Yeah, go ahead and tell me it's "market effects." Go over here and read a brief history about the Standard Oil Trust and monopoly. And then go ahead and try to tell me that when every gas station in the city responds in hours to "market pressure" by going up exactly the same amount, that it's not monopoly action. Right....
And $4-a-gallon gas is not hurting the fat-cats who are running this show, either. (It won't even cut them back to their last yacht.) Instead, it's hurting people like my sister and brother-in-law. Small-time, decent folk who can't hop in their own special jet and fly to their 1600-acre Texas retreat to get away from the nastiness of life in America.

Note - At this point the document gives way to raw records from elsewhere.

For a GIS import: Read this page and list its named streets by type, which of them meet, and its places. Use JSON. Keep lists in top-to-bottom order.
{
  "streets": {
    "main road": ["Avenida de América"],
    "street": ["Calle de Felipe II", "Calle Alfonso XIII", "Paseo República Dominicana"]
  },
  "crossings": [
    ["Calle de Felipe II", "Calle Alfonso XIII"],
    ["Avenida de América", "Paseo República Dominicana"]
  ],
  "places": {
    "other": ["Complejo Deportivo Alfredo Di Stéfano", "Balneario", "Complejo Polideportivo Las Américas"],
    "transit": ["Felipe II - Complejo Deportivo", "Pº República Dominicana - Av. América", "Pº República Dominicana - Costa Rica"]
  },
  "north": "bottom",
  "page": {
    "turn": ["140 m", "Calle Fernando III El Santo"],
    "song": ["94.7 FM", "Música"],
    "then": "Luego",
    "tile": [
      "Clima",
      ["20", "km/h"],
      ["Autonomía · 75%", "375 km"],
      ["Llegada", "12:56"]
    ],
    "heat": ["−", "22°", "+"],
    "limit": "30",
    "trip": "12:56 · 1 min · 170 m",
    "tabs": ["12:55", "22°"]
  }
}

Yes, I'm mad as hell. But getting out seems to help. Taking action, it seems, is part of the solution.
Which brings me back to Memorial Day, and commemorating those who have died.
In the Vietnam war, we at least had news coverage that had the testicular dimsensions necessary to show us the bodies - the coffins carrying the remains of lives snuffed out in that tragic conflict. They need to be seen, people - because these are real lives, and real promise for the future, which we are snuffing out to prop up oil company revenues. The deaths of these young men and women sure as hell aren't making the world any more secure - we surely can see that.
I believe in my country's armed forces too much to have them sacrificing their lives for this. We are spilling the blood of our nation's youth - and for what? For this media-supported mockery of democracy?
Nope - for me, there is only one answer.
Support our troops - bring 'em home alive. Now.
And then throw out the bastards who sent 'em over there in the first place.